Items listed in a dataset:
******************************

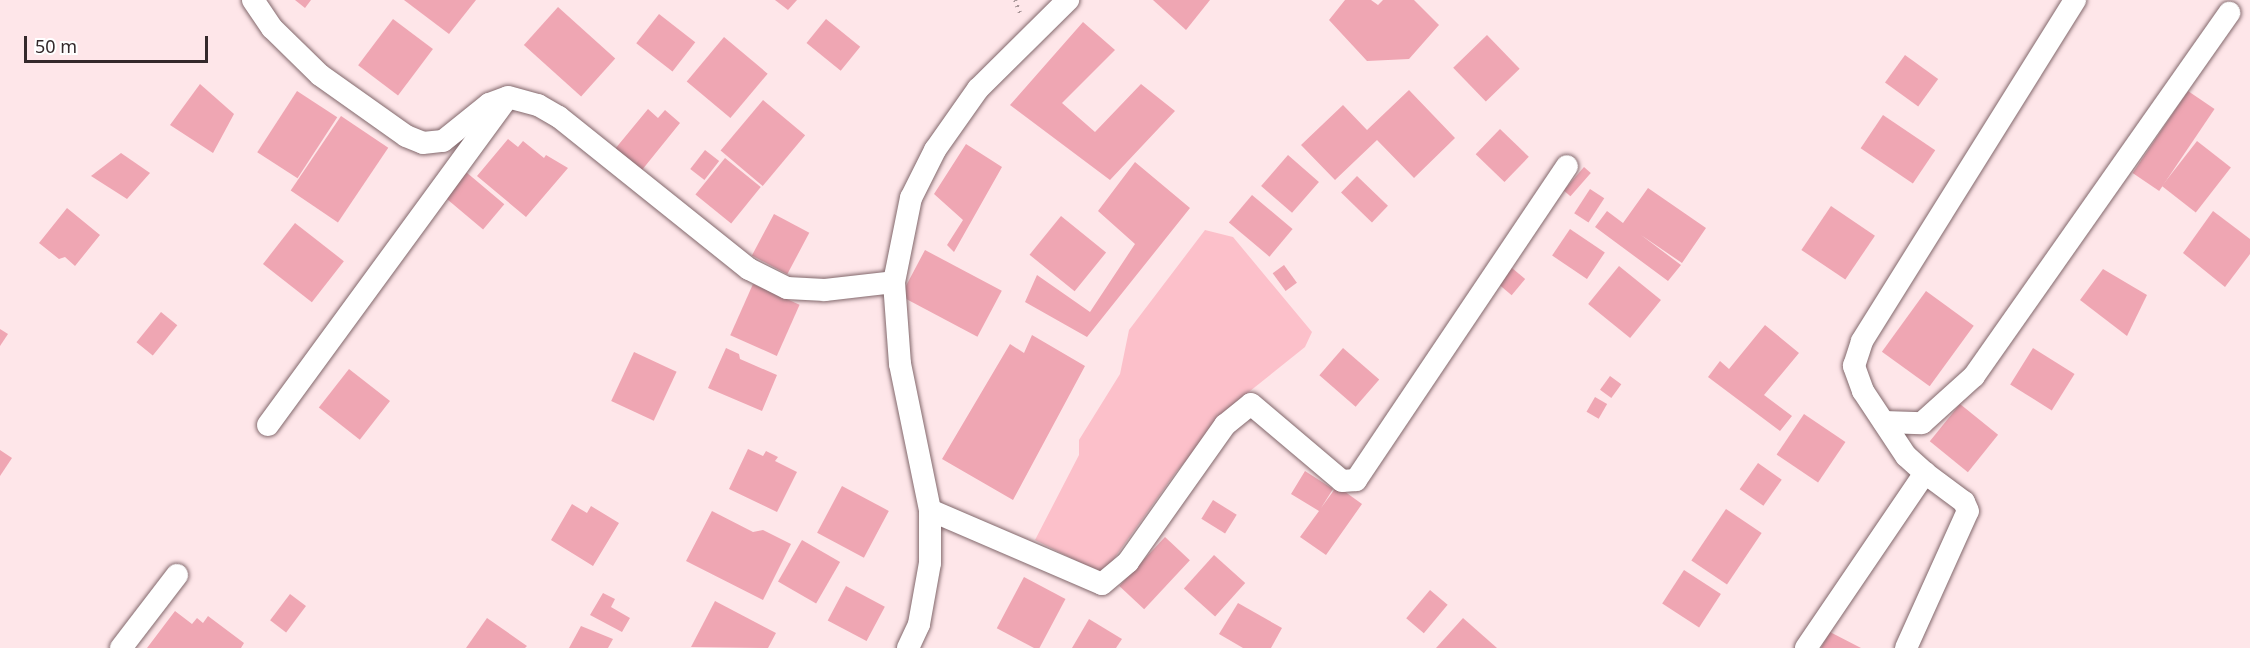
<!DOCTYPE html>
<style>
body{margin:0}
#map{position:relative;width:2250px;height:648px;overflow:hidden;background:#fee6e9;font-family:"Noto Sans",sans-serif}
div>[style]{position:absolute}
.green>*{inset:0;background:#fcc0ca}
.building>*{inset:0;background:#efa6b3;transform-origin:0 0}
.path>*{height:4px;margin-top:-2px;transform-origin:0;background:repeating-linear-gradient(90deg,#a99799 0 1.5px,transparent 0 6px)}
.roads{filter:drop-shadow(0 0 2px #82686c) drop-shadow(0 0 2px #82686c)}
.minor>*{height:22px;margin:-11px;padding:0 11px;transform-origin:11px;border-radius:11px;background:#fff}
span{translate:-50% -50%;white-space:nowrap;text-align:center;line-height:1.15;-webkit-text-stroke:6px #fff;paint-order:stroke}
.scale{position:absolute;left:24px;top:36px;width:184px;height:27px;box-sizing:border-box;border:3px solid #34292b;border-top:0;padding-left:8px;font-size:18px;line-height:21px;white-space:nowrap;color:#34292b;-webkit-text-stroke:4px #fff;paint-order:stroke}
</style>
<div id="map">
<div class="green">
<i style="clip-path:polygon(1205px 230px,1233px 237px,1312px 332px,1305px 347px,1240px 399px,1176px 472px,1103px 574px,1035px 540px,1079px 455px,1079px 440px,1120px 374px,1129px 330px)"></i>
</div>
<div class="building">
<i style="clip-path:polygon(295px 0,311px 0,305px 8px)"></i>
<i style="clip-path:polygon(404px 0,476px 0,449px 34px)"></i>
<i style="clip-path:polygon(775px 0,797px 0,788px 10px)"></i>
<i style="clip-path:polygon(1153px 0,1210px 0,1186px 30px)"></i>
<i style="clip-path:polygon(1345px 0,1371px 0,1378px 5px,1383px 0,1414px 0,1439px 25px,1409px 59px,1367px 61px,1329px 20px)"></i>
<i style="left:558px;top:7px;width:77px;height:51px;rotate:42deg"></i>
<i style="left:659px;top:14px;width:46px;height:37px;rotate:38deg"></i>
<i style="left:393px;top:19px;width:50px;height:58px;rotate:37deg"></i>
<i style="left:826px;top:19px;width:44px;height:31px;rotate:39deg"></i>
<i style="clip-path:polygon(1083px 22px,1115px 50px,1062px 103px,1095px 132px,1141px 84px,1175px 111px,1110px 180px,1010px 105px)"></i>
<i style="left:1487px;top:35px;width:47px;height:47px;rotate:46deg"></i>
<i style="left:724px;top:37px;width:57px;height:58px;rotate:40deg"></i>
<i style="left:1905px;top:55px;width:41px;height:34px;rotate:36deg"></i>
<i style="clip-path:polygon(200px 84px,234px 114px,213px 153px,170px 125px)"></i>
<i style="clip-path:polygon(1409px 90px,1455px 138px,1414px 178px,1377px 140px,1335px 180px,1301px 145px,1343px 105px,1367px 130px)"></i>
<i style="left:297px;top:91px;width:48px;height:73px;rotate:33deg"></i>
<i style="left:2188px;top:91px;width:32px;height:99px;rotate:34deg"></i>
<i style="left:763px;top:100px;width:55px;height:66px;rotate:40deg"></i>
<i style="clip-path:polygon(648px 109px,658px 118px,665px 110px,680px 123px,642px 170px,615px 149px)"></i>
<i style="left:1883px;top:115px;width:63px;height:40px;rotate:34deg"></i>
<i style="left:341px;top:116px;width:57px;height:90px;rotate:34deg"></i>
<i style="left:1500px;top:129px;width:40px;height:35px;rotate:44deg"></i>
<i style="clip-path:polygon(508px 139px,518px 147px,523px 141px,544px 158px,546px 155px,568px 168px,526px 217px,477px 176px)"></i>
<i style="left:2197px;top:141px;width:43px;height:57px;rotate:38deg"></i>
<i style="clip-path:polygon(966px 144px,1002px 167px,954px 252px,947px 245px,963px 220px,934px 194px)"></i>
<i style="left:705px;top:150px;width:18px;height:24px;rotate:38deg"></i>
<i style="clip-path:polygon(121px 153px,150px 173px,127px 199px,91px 176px)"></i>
<i style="left:1288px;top:155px;width:41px;height:41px;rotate:41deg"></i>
<i style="left:725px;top:158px;width:46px;height:47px;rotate:39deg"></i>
<i style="clip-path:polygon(1135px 162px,1190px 208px,1087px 337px,1025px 302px,1037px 275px,1090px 312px,1135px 244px,1098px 211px)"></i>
<i style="left:1584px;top:167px;width:9px;height:31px;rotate:41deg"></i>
<i style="left:466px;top:172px;width:50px;height:33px;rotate:40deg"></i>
<i style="left:1357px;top:176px;width:43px;height:23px;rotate:44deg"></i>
<i style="clip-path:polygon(1648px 188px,1706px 228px,1682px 263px,1641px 235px,1681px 265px,1668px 281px,1595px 227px,1607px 211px,1623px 223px)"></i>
<i style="left:1590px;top:189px;width:17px;height:29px;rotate:33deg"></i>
<i style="left:1252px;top:195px;width:53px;height:36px;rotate:40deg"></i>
<i style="left:1831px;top:206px;width:53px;height:53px;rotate:34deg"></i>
<i style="clip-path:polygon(67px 208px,100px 235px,75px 266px,65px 257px,59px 259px,39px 243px)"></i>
<i style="clip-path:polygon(2213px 211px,2250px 239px,2250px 254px,2225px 287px,2183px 253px)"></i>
<i style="left:774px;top:214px;width:40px;height:47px;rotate:28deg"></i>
<i style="left:1061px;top:216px;width:58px;height:50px;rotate:39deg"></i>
<i style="left:295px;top:223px;width:62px;height:52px;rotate:38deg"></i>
<i style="left:1570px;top:229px;width:42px;height:32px;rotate:34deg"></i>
<i style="left:925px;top:250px;width:87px;height:52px;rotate:28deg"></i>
<i style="left:1506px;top:263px;width:25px;height:21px;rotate:40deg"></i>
<i style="left:1284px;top:265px;width:22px;height:14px;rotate:54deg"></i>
<i style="left:1619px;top:266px;width:54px;height:49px;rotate:39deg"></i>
<i style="clip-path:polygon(2103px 269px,2147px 295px,2127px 336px,2080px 300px)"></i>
<i style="left:753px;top:284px;width:51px;height:56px;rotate:24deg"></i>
<i style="left:1926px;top:291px;width:59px;height:75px;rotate:36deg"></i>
<i style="left:161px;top:312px;width:21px;height:39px;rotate:39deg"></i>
<i style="clip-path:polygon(1765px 325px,1799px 353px,1764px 395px,1792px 416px,1780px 431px,1708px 377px,1720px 361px,1729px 369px)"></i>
<i style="clip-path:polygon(0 329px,8px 334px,0 346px)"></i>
<i style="clip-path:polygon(1032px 335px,1085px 366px,1013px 500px,942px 459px,1010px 344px,1024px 353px)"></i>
<i style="clip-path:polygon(726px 348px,739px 354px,740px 359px,777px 375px,762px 411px,708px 388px)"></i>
<i style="left:1343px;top:348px;width:48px;height:36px;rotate:41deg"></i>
<i style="left:2033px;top:348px;width:49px;height:43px;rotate:32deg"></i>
<i style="left:634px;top:352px;width:47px;height:54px;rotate:25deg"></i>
<i style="left:349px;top:369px;width:52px;height:49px;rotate:38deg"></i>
<i style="left:1610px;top:376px;width:14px;height:17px;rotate:36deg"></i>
<i style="left:1595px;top:397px;width:14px;height:17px;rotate:30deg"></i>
<i style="left:1960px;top:404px;width:49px;height:48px;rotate:39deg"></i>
<i style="left:1804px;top:414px;width:50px;height:49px;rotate:34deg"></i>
<i style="clip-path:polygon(748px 449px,763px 456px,766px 451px,778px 457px,775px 461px,797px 472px,777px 512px,729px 489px)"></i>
<i style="clip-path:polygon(0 450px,12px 458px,0 476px)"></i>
<i style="left:1758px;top:463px;width:29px;height:32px;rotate:35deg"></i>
<i style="clip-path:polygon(1305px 471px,1333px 489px,1321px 508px,1337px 486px,1362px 504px,1326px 555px,1300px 537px,1319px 511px,1291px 494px)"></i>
<i style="left:842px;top:486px;width:53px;height:53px;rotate:28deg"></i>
<i style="left:1213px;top:500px;width:28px;height:22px;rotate:32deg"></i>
<i style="clip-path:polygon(572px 504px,587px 513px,591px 506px,619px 523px,593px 566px,551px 540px)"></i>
<i style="left:1726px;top:509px;width:43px;height:62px;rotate:34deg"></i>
<i style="clip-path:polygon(712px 511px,753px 532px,763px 530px,791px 544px,763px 600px,686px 561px)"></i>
<i style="left:1165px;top:537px;width:34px;height:67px;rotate:43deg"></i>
<i style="left:802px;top:540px;width:44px;height:48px;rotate:30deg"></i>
<i style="left:1214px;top:555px;width:42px;height:45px;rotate:42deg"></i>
<i style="left:1684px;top:570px;width:44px;height:40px;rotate:33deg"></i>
<i style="left:1024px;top:577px;width:47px;height:58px;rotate:28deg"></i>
<i style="left:846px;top:586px;width:44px;height:39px;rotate:28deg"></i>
<i style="left:1430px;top:590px;width:23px;height:37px;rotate:40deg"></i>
<i style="clip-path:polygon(603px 593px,615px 599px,611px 607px,630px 618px,622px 632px,590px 615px)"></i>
<i style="left:290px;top:594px;width:20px;height:33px;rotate:37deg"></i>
<i style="clip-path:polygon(715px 601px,776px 633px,768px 648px,691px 647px)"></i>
<i style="clip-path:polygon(1238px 603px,1282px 628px,1271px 648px,1243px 648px,1219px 634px)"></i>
<i style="clip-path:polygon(175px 611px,192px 624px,197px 618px,203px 623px,208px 616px,244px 643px,241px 648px,147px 648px)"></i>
<i style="clip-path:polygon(487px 618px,527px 646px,525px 648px,466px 648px)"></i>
<i style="clip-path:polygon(1463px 618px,1497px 648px,1436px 648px)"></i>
<i style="clip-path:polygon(1089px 619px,1122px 639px,1116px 648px,1072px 648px)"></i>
<i style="clip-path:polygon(581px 626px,613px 639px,608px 648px,569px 648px)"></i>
<i style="clip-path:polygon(1830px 632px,1861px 648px,1821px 648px)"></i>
</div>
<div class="path">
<i style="left:1015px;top:0;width:17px;rotate:69deg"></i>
</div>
<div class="roads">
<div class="minor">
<i style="left:253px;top:0;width:34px;rotate:56deg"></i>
<i style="left:272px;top:28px;width:67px;rotate:44.4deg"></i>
<i style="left:320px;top:75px;width:105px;rotate:35.3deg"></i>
<i style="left:406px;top:136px;width:18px;rotate:22deg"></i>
<i style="left:423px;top:143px;width:20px;rotate:-6deg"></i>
<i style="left:443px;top:141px;width:59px;rotate:-38.8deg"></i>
<i style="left:489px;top:104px;width:20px;rotate:-20deg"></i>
<i style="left:508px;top:97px;width:31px;rotate:15deg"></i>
<i style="left:538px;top:105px;width:24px;rotate:30deg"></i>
<i style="left:559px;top:117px;width:243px;rotate:38.7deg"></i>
<i style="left:749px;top:269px;width:42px;rotate:26.6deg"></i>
<i style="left:787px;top:288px;width:38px;rotate:3deg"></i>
<i style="left:825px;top:290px;width:69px;rotate:-6.6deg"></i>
<i style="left:1884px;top:422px;width:38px;rotate:2deg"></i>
<i style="left:1922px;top:423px;width:70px;rotate:-42.1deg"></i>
<i style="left:1974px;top:376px;width:444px;rotate:-54.9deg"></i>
<i style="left:268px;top:425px;width:403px;rotate:-53.8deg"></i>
<i style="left:930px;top:510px;width:187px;rotate:23.3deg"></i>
<i style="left:1102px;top:584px;width:34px;rotate:-40deg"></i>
<i style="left:1128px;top:562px;width:168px;rotate:-54.7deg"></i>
<i style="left:1225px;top:425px;width:33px;rotate:-39deg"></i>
<i style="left:1251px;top:404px;width:119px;rotate:40.2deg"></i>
<i style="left:1342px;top:481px;width:14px;rotate:-4deg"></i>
<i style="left:1356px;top:480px;width:378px;rotate:-56.1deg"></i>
<i style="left:121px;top:648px;width:92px;rotate:-52.5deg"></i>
<i style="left:908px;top:648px;width:26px;rotate:-65deg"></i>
<i style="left:919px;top:624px;width:62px;rotate:-79.8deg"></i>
<i style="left:930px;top:563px;width:53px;rotate:-90deg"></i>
<i style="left:930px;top:510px;width:149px;rotate:-101.6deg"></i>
<i style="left:900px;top:364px;width:82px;rotate:-94.2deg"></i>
<i style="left:894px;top:282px;width:86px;rotate:-78.6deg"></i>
<i style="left:911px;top:198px;width:54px;rotate:-63.4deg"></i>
<i style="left:935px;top:150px;width:75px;rotate:-54.8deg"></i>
<i style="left:978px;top:89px;width:127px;rotate:-44.7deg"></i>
<i style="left:1806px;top:648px;width:212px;rotate:-55.8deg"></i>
<i style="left:1925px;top:473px;width:25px;rotate:-138deg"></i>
<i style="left:1906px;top:456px;width:78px;rotate:-123.5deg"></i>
<i style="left:1863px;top:391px;width:27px;rotate:-110deg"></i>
<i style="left:1854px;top:366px;width:26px;rotate:-72deg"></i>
<i style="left:1862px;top:341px;width:402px;rotate:-58deg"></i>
<i style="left:1906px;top:648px;width:150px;rotate:-65.7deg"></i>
<i style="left:1968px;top:511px;width:10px;rotate:-114deg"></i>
<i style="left:1964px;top:502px;width:49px;rotate:-143.4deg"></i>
</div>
</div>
<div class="scale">50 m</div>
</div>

******************************

* **EXERCISE DESCRIPTION**
Your answer must be the lines from the opening line of the entries through the line holding "2px #82686c) drop-shadow(0", written out exactly and without any picture.

* **SOLUTION TO THE EXERCISE**
<!DOCTYPE html>
<style>
body{margin:0}
#map{position:relative;width:2250px;height:648px;overflow:hidden;background:#fee6e9;font-family:"Noto Sans",sans-serif}
div>[style]{position:absolute}
.green>*{inset:0;background:#fcc0ca}
.building>*{inset:0;background:#efa6b3;transform-origin:0 0}
.path>*{height:4px;margin-top:-2px;transform-origin:0;background:repeating-linear-gradient(90deg,#a99799 0 1.5px,transparent 0 6px)}
.roads{filter:drop-shadow(0 0 2px #82686c) drop-shadow(0 0 2px #82686c)}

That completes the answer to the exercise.